On point three, we emphasized the work of Satan, God’s arch-enemy, in perpetuating the flow of evil and suffering in this world.  The New Testament makes clear that while not God’s equal, Satan has been given rule, for a time, over our present world.  But Satan has a flesh and blood enemy opposing his rule, and that is us; Christ’s body on earth.  Jesus enlists us to join Him in “destroying the works of the devil” (I Jn 3:8).

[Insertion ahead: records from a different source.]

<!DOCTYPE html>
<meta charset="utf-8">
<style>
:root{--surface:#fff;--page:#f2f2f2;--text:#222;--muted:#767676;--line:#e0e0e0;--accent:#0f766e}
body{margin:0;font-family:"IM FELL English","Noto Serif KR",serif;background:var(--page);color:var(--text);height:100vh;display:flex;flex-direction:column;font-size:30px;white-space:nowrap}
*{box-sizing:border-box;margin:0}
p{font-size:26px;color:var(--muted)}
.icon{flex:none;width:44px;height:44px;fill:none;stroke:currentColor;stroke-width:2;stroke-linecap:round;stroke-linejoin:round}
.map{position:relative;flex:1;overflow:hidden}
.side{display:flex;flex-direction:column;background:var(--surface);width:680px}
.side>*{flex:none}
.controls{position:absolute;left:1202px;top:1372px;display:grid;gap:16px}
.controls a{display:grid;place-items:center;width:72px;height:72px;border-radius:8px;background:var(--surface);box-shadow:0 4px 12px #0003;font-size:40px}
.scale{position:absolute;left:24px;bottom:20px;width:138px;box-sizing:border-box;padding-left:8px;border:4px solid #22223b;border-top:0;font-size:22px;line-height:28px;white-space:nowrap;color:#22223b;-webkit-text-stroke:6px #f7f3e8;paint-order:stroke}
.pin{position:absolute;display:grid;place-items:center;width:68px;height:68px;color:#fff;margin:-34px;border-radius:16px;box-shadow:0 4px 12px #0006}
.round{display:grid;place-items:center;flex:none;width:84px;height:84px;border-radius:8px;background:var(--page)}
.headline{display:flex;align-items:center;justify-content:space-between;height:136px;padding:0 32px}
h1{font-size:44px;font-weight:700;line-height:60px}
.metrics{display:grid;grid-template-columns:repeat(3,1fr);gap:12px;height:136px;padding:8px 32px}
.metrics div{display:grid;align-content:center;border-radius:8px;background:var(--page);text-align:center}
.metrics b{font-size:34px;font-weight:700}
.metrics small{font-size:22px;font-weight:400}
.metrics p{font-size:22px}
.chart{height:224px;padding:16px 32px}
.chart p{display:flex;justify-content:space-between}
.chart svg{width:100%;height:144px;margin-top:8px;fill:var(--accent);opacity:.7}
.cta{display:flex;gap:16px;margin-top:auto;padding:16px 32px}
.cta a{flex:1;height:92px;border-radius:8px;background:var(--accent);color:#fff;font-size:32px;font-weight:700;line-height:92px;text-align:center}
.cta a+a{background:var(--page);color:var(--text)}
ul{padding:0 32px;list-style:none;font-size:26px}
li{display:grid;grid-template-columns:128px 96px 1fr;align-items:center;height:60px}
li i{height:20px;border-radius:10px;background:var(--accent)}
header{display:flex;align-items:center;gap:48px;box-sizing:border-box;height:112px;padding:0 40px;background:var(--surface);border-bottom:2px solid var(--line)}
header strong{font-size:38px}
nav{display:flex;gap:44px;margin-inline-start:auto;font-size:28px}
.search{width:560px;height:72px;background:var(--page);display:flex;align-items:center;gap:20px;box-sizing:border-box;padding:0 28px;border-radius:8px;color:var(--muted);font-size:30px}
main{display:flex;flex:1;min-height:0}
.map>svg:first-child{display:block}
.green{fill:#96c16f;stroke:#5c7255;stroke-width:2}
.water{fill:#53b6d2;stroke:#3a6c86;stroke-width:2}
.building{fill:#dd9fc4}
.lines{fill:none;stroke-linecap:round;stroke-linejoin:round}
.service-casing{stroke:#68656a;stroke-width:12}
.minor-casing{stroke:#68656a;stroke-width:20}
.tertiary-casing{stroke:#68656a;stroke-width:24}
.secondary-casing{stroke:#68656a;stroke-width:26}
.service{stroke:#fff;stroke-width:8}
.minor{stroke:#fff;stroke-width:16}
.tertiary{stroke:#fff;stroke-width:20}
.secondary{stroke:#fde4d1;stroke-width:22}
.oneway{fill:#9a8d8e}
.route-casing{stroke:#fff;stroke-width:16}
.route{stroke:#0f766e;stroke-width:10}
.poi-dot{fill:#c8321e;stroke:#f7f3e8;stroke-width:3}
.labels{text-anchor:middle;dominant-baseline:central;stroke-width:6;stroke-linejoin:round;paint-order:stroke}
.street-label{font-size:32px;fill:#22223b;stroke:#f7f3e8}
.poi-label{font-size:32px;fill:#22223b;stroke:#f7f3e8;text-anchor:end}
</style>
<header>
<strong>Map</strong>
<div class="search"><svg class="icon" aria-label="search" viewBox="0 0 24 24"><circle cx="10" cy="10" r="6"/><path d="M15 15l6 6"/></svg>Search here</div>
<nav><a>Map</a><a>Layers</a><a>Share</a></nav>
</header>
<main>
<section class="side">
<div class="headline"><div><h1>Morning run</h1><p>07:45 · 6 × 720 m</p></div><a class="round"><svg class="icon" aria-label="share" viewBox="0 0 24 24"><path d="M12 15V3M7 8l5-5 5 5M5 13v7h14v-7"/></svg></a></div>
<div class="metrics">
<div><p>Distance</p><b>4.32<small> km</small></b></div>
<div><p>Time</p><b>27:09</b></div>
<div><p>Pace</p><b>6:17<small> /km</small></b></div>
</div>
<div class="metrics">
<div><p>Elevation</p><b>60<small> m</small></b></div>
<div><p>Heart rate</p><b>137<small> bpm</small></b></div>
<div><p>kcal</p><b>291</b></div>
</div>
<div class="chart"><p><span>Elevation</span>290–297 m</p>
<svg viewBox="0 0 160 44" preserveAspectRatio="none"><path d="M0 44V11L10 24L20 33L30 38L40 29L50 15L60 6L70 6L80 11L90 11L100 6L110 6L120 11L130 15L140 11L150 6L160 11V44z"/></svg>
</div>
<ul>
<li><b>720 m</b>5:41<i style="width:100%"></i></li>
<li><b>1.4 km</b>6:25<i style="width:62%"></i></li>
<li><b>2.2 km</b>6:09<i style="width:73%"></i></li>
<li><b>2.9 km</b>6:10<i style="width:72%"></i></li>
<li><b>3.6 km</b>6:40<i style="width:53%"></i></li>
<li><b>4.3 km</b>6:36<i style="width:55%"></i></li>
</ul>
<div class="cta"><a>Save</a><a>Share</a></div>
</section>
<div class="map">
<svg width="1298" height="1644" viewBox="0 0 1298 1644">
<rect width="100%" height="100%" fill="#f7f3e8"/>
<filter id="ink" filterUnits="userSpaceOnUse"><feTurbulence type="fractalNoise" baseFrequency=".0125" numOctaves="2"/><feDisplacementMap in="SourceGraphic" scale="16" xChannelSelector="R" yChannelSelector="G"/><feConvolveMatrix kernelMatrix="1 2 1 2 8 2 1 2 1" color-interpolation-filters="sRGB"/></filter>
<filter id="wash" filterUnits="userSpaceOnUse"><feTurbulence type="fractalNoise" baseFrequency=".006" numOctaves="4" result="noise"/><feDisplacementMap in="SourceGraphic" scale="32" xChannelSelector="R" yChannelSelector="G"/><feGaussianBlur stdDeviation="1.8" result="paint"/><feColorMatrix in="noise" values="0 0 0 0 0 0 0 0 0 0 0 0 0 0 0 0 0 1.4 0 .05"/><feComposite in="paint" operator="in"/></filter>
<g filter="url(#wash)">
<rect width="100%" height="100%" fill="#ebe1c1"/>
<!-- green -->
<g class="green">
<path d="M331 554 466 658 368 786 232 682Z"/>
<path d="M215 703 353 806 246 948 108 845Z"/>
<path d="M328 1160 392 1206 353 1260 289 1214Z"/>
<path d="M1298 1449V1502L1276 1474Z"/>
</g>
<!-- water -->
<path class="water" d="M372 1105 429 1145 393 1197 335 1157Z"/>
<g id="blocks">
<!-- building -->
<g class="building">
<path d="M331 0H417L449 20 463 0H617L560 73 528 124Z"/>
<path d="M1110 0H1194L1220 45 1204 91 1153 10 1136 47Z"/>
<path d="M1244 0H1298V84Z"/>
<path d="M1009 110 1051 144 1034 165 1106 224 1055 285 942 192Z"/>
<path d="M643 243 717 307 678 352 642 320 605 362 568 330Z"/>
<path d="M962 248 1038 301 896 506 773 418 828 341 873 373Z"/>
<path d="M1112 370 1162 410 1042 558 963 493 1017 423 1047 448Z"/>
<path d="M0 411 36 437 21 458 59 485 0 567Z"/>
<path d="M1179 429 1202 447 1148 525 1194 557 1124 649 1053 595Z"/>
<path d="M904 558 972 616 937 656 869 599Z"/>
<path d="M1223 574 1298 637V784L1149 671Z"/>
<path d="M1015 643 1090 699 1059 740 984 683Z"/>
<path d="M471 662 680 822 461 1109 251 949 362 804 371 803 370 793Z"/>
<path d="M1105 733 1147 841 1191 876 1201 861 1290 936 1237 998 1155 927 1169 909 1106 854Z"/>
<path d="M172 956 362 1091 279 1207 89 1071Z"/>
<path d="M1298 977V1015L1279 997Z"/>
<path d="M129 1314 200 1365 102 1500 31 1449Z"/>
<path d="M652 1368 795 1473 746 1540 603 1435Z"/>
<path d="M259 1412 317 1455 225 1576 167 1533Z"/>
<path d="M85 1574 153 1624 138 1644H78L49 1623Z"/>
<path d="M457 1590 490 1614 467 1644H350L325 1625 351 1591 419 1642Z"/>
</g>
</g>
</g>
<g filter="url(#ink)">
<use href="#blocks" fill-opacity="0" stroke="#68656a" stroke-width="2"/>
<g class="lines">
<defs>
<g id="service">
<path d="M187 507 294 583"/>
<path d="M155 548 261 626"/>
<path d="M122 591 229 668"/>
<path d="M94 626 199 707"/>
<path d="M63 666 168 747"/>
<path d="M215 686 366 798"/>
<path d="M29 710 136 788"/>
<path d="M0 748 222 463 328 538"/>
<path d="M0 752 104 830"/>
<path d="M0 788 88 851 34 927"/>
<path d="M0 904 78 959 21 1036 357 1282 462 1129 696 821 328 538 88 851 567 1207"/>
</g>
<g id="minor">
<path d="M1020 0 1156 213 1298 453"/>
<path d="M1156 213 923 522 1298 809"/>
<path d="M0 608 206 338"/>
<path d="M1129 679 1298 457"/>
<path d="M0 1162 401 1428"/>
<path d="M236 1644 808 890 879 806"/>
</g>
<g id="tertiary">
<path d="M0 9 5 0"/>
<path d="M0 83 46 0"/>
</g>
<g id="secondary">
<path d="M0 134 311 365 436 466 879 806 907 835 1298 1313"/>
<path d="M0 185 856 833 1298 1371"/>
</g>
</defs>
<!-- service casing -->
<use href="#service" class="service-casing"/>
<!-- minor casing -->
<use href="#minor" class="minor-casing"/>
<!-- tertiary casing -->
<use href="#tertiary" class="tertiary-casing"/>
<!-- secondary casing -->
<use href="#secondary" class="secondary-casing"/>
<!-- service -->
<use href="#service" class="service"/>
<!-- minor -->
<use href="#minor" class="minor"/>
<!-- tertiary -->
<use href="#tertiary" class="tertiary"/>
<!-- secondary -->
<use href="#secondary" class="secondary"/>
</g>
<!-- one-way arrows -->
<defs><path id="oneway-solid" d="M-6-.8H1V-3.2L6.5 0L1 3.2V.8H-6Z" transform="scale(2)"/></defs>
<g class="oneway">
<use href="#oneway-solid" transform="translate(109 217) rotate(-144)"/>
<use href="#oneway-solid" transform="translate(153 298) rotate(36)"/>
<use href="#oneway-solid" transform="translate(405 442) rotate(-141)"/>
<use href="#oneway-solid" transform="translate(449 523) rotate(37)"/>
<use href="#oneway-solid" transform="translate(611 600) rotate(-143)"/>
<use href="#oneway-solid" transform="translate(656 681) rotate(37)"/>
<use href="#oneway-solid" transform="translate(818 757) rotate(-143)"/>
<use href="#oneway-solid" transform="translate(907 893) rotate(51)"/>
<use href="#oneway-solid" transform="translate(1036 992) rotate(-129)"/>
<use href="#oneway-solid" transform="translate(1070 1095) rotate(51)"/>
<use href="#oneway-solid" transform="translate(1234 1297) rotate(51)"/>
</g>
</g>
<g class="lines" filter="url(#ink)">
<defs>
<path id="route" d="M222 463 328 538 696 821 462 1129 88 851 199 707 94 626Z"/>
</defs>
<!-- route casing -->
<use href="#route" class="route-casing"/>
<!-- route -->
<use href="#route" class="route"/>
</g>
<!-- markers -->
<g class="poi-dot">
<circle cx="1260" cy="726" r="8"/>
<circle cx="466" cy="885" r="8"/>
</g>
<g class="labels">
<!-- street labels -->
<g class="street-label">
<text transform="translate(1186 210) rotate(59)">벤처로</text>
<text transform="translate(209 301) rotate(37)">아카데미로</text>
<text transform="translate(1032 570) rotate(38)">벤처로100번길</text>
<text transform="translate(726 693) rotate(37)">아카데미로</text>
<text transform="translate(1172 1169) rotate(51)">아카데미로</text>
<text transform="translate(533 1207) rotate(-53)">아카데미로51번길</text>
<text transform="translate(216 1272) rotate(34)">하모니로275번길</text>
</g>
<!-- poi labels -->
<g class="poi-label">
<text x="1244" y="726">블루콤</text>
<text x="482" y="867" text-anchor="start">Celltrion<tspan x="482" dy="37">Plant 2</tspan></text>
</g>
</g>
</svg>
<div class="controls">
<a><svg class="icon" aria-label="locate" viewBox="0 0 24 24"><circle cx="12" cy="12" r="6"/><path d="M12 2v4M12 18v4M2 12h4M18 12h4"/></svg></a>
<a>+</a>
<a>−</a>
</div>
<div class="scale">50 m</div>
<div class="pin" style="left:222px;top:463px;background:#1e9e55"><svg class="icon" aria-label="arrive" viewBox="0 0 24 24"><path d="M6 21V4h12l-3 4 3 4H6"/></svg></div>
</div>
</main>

We now arrive at today’s topic, point four, “hypocrisy and lack of caring among leaders in the church.”  Throughout these discussions I have tried to highlight the critical part our attitude plays in delivering these answers to our young people.  How we answer these challenges to faith – with love, humility, grace, and truth – can be just as important as the answers themselves.  Our attitude, as church leaders at all levels, is exactly under scrutiny in point four.

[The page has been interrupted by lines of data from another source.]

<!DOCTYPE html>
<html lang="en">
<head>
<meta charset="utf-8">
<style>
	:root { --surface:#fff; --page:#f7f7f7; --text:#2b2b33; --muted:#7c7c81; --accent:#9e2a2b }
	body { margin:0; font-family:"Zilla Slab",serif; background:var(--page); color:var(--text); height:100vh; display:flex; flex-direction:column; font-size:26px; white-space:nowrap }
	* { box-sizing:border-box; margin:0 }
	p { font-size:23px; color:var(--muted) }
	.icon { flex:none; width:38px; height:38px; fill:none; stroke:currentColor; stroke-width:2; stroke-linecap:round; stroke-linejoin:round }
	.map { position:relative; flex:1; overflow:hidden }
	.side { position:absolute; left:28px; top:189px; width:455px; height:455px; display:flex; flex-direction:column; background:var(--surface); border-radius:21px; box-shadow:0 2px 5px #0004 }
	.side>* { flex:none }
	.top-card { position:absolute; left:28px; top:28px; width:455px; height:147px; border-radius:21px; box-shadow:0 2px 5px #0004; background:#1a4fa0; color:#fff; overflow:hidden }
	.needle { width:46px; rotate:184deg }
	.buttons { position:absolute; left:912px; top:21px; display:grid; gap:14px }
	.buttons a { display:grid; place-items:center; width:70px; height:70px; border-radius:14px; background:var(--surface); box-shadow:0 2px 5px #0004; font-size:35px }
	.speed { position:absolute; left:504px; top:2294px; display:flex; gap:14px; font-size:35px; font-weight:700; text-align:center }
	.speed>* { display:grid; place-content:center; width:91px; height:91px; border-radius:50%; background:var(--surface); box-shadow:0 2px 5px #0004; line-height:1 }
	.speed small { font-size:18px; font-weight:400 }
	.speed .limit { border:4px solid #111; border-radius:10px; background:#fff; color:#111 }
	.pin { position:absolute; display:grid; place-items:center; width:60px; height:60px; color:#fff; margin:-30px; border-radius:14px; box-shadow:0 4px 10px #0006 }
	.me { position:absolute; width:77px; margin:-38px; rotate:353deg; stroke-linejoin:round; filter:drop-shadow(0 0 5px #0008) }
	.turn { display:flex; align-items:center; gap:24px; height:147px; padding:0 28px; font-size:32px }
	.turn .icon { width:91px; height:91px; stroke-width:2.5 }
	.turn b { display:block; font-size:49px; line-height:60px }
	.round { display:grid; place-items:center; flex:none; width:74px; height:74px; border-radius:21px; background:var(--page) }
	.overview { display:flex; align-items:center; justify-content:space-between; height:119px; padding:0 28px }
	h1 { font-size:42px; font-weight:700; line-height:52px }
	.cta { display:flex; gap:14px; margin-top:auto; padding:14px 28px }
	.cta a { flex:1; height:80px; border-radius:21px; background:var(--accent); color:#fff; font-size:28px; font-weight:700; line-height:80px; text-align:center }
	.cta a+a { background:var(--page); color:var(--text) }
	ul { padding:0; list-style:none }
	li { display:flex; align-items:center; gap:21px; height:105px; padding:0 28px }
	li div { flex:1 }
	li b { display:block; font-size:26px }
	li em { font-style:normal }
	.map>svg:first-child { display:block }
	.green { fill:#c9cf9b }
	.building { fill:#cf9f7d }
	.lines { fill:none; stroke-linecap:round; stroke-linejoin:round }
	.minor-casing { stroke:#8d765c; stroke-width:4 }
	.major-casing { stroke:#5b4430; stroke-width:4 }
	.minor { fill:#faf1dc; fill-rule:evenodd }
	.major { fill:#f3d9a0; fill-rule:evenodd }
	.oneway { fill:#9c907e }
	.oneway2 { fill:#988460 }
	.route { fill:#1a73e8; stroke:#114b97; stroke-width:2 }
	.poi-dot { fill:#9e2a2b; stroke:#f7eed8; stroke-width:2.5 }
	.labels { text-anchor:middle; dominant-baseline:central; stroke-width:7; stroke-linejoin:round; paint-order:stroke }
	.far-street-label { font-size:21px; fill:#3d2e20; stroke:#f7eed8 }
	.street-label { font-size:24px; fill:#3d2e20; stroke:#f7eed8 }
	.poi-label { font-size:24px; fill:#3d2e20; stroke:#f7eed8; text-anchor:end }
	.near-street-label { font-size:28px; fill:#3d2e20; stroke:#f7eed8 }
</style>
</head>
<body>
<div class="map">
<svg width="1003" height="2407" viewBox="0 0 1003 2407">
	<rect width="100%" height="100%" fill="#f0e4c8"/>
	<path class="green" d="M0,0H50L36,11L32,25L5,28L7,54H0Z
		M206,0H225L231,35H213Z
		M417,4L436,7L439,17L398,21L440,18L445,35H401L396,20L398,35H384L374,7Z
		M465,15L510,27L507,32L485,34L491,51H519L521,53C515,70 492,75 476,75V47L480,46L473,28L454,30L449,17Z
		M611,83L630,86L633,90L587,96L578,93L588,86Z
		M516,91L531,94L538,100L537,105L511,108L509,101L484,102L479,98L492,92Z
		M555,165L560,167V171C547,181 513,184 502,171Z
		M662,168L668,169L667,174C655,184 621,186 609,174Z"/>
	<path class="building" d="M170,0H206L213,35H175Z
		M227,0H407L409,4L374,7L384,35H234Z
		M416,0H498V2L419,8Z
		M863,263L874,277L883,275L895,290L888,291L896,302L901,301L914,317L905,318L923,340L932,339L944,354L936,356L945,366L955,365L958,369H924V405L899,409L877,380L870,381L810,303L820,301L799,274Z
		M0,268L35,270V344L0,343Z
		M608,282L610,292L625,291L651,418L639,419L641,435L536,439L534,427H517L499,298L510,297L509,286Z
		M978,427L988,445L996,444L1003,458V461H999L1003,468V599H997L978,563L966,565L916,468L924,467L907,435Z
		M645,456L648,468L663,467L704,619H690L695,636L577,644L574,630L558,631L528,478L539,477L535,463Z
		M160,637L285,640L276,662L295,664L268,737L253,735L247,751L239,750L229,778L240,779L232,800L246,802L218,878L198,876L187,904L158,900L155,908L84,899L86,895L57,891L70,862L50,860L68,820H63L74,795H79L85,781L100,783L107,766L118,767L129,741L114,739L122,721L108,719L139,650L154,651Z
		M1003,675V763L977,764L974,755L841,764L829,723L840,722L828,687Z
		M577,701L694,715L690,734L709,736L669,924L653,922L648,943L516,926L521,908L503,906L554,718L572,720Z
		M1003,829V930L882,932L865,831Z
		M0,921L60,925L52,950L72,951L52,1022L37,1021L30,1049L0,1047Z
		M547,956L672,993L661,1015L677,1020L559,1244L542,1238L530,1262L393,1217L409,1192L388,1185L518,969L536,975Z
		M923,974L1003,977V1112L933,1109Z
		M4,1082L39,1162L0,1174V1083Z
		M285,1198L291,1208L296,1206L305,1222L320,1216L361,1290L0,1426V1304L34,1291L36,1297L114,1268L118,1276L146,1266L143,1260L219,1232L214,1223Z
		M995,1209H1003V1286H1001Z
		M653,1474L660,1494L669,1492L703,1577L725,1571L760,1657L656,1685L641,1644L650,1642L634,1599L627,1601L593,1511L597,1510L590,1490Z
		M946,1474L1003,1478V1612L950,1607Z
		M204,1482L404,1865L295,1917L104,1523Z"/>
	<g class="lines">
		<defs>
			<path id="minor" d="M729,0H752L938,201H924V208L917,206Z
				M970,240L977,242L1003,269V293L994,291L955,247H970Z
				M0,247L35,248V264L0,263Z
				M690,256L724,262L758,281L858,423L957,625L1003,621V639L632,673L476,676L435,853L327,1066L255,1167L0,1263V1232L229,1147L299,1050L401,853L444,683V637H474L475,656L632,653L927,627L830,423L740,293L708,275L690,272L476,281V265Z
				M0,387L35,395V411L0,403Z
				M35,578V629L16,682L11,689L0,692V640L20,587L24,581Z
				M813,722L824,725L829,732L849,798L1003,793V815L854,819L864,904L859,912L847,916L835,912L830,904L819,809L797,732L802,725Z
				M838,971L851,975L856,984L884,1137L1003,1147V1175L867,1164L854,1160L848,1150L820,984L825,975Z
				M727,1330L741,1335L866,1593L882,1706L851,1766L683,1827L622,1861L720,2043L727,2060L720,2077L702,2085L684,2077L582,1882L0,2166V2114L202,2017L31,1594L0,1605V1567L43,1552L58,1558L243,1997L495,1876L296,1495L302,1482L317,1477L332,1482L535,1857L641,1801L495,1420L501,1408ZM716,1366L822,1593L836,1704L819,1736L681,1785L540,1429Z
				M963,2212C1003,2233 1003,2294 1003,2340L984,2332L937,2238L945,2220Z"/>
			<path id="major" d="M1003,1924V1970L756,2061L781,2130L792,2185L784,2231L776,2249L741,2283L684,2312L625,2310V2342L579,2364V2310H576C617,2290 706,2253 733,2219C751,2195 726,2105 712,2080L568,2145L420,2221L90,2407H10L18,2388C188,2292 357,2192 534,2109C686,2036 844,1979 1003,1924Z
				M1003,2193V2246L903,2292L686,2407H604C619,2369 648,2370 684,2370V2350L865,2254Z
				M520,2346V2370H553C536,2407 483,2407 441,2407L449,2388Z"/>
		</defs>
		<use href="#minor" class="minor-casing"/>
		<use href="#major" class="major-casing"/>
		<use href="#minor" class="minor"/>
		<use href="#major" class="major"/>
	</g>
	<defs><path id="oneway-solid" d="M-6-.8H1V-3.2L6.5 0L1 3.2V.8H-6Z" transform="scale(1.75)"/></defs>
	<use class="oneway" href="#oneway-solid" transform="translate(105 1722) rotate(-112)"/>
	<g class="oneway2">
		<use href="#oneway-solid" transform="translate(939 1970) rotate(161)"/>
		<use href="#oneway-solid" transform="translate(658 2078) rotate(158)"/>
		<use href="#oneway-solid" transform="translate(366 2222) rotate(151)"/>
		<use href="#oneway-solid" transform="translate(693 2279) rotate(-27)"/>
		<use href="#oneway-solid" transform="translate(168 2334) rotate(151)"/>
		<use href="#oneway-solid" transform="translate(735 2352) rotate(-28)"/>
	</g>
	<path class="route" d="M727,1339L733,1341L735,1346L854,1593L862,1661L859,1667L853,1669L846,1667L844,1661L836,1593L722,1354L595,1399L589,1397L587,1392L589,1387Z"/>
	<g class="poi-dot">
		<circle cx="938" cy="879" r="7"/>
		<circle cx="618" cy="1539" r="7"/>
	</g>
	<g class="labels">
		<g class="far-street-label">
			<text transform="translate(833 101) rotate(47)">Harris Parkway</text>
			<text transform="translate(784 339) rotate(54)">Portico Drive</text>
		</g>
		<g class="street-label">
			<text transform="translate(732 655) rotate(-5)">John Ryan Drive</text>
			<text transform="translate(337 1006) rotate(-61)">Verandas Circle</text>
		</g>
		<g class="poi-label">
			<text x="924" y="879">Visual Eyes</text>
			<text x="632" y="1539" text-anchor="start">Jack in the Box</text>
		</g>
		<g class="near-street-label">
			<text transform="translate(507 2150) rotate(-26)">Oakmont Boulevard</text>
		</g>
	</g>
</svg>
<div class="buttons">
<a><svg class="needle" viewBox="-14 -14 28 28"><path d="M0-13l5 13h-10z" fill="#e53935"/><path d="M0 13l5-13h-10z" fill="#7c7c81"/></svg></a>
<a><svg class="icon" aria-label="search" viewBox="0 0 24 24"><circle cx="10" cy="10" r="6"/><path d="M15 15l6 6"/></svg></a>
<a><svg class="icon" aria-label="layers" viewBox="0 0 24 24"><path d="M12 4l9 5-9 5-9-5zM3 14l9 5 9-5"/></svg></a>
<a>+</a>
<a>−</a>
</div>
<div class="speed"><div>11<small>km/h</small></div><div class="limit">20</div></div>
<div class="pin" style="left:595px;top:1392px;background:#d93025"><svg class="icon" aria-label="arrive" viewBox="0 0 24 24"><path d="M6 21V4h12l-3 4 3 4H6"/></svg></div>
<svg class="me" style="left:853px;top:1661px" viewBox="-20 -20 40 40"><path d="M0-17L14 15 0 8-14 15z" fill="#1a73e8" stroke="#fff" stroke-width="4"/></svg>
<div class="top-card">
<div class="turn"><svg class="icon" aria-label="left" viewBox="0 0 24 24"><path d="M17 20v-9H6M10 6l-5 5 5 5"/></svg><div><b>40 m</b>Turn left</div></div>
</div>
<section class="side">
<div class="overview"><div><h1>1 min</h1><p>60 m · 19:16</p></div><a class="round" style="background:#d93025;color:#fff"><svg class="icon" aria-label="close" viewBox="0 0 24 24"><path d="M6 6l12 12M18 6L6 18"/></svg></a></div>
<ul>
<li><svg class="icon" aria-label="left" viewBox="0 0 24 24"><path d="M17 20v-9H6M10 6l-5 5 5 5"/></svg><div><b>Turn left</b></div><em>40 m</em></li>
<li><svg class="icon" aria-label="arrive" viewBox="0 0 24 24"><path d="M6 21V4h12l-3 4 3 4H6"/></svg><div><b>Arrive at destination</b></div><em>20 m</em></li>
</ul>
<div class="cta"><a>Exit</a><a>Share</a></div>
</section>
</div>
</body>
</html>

But I would like to broaden our discussion to more than just church leaders as I believe hypocrisy and lack of caring is a church-wide problem.  And, in my opinion, it all comes down to a fundamental lack of love.  We have elevated programs over relationships.  We have elevated knowledge over love.  We have elevated a preferred personality over the diversity of the body as God formed it.  We have elevated numbers over depth.  We have elevated leadership by the professional class unconnected to the body.  We have elevated things we can measure:  attendance, budgets, small group participation, number of staff, etc. over things we can’t measure:  faith, hope, and love.  And the greatest of these is love.

The only theme more prevalent throughout the New Testament than the provisions of the New Covenant is the theme of love.  From Matthew to Revelation, love is the heartbeat of the New Covenant message.  A heartbeat we will investigate over the next several posts.